Material for this task:
= = = = =

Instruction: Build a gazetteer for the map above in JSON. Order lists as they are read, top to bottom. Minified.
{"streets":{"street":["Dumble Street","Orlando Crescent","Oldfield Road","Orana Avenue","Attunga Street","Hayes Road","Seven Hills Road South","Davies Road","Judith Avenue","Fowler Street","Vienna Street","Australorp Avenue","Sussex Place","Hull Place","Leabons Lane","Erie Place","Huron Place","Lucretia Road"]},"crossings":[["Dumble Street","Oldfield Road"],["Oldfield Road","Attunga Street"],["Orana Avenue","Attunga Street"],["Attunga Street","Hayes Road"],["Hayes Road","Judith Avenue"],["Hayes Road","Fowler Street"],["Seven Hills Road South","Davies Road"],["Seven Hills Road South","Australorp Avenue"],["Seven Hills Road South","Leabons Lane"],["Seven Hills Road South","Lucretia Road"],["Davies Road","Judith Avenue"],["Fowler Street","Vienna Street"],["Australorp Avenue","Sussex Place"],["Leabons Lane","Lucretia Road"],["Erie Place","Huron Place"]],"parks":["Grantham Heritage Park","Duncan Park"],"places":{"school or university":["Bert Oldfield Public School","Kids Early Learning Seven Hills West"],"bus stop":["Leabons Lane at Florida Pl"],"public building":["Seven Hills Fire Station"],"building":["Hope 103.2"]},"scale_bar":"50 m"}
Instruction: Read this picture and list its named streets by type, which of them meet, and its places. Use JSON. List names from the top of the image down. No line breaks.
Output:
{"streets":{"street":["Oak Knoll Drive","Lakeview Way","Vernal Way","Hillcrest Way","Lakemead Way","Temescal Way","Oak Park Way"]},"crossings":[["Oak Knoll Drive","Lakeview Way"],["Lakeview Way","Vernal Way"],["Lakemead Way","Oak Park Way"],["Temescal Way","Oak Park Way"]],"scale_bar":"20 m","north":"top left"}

= = = = =

Exercise description: Reproduce, word for word, all of the entries above.

Answer section:
Instruction: Build a gazetteer for the map above in JSON. Order lists as they are read, top to bottom. Minified.
{"streets":{"street":["Dumble Street","Orlando Crescent","Oldfield Road","Orana Avenue","Attunga Street","Hayes Road","Seven Hills Road South","Davies Road","Judith Avenue","Fowler Street","Vienna Street","Australorp Avenue","Sussex Place","Hull Place","Leabons Lane","Erie Place","Huron Place","Lucretia Road"]},"crossings":[["Dumble Street","Oldfield Road"],["Oldfield Road","Attunga Street"],["Orana Avenue","Attunga Street"],["Attunga Street","Hayes Road"],["Hayes Road","Judith Avenue"],["Hayes Road","Fowler Street"],["Seven Hills Road South","Davies Road"],["Seven Hills Road South","Australorp Avenue"],["Seven Hills Road South","Leabons Lane"],["Seven Hills Road South","Lucretia Road"],["Davies Road","Judith Avenue"],["Fowler Street","Vienna Street"],["Australorp Avenue","Sussex Place"],["Leabons Lane","Lucretia Road"],["Erie Place","Huron Place"]],"parks":["Grantham Heritage Park","Duncan Park"],"places":{"school or university":["Bert Oldfield Public School","Kids Early Learning Seven Hills West"],"bus stop":["Leabons Lane at Florida Pl"],"public building":["Seven Hills Fire Station"],"building":["Hope 103.2"]},"scale_bar":"50 m"}
Instruction: Read this picture and list its named streets by type, which of them meet, and its places. Use JSON. List names from the top of the image down. No line breaks.
Output:
{"streets":{"street":["Oak Knoll Drive","Lakeview Way","Vernal Way","Hillcrest Way","Lakemead Way","Temescal Way","Oak Park Way"]},"crossings":[["Oak Knoll Drive","Lakeview Way"],["Lakeview Way","Vernal Way"],["Lakemead Way","Oak Park Way"],["Temescal Way","Oak Park Way"]],"scale_bar":"20 m","north":"top left"}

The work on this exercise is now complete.